(Stored items)
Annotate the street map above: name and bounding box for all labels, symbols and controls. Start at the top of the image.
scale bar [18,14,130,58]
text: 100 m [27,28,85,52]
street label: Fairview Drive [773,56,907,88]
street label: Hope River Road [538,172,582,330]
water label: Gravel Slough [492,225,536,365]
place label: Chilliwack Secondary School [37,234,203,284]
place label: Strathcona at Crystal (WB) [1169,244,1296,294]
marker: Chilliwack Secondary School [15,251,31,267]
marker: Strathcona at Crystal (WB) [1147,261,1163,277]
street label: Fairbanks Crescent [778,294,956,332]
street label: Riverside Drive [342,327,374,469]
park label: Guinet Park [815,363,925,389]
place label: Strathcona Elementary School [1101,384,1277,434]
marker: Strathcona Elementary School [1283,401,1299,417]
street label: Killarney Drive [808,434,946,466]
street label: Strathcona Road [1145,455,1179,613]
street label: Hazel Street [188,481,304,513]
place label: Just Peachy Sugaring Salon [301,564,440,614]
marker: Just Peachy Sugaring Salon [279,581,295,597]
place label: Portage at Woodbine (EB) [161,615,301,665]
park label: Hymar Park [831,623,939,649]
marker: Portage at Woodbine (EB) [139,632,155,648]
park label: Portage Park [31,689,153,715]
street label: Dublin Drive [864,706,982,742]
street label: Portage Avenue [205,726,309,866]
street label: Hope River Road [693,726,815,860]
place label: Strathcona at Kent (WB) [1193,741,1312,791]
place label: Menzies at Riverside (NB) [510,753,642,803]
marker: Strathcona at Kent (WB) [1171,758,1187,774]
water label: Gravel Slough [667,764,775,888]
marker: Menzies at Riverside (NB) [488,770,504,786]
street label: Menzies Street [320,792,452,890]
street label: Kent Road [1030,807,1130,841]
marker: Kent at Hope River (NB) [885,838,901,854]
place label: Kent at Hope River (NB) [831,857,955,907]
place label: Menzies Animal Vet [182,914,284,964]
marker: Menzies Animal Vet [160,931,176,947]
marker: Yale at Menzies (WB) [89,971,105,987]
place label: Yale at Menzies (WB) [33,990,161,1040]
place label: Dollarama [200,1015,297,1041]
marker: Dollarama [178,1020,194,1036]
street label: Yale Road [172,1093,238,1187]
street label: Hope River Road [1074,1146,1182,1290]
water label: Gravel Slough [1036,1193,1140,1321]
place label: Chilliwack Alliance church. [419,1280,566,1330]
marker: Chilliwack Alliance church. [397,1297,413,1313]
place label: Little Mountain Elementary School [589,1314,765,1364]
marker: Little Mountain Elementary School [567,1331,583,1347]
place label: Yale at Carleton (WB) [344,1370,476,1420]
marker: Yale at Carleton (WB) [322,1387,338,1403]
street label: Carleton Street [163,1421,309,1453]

Work instructions
Write out the data exactly as it stands.

Your response
Annotate the street map above: name and bounding box for all labels, symbols and controls. Start at the top of the image.
scale bar [18,14,130,58]
text: 100 m [27,28,85,52]
street label: Fairview Drive [773,56,907,88]
street label: Hope River Road [538,172,582,330]
water label: Gravel Slough [492,225,536,365]
place label: Chilliwack Secondary School [37,234,203,284]
place label: Strathcona at Crystal (WB) [1169,244,1296,294]
marker: Chilliwack Secondary School [15,251,31,267]
marker: Strathcona at Crystal (WB) [1147,261,1163,277]
street label: Fairbanks Crescent [778,294,956,332]
street label: Riverside Drive [342,327,374,469]
park label: Guinet Park [815,363,925,389]
place label: Strathcona Elementary School [1101,384,1277,434]
marker: Strathcona Elementary School [1283,401,1299,417]
street label: Killarney Drive [808,434,946,466]
street label: Strathcona Road [1145,455,1179,613]
street label: Hazel Street [188,481,304,513]
place label: Just Peachy Sugaring Salon [301,564,440,614]
marker: Just Peachy Sugaring Salon [279,581,295,597]
place label: Portage at Woodbine (EB) [161,615,301,665]
park label: Hymar Park [831,623,939,649]
marker: Portage at Woodbine (EB) [139,632,155,648]
park label: Portage Park [31,689,153,715]
street label: Dublin Drive [864,706,982,742]
street label: Portage Avenue [205,726,309,866]
street label: Hope River Road [693,726,815,860]
place label: Strathcona at Kent (WB) [1193,741,1312,791]
place label: Menzies at Riverside (NB) [510,753,642,803]
marker: Strathcona at Kent (WB) [1171,758,1187,774]
water label: Gravel Slough [667,764,775,888]
marker: Menzies at Riverside (NB) [488,770,504,786]
street label: Menzies Street [320,792,452,890]
street label: Kent Road [1030,807,1130,841]
marker: Kent at Hope River (NB) [885,838,901,854]
place label: Kent at Hope River (NB) [831,857,955,907]
place label: Menzies Animal Vet [182,914,284,964]
marker: Menzies Animal Vet [160,931,176,947]
marker: Yale at Menzies (WB) [89,971,105,987]
place label: Yale at Menzies (WB) [33,990,161,1040]
place label: Dollarama [200,1015,297,1041]
marker: Dollarama [178,1020,194,1036]
street label: Yale Road [172,1093,238,1187]
street label: Hope River Road [1074,1146,1182,1290]
water label: Gravel Slough [1036,1193,1140,1321]
place label: Chilliwack Alliance church. [419,1280,566,1330]
marker: Chilliwack Alliance church. [397,1297,413,1313]
place label: Little Mountain Elementary School [589,1314,765,1364]
marker: Little Mountain Elementary School [567,1331,583,1347]
place label: Yale at Carleton (WB) [344,1370,476,1420]
marker: Yale at Carleton (WB) [322,1387,338,1403]
street label: Carleton Street [163,1421,309,1453]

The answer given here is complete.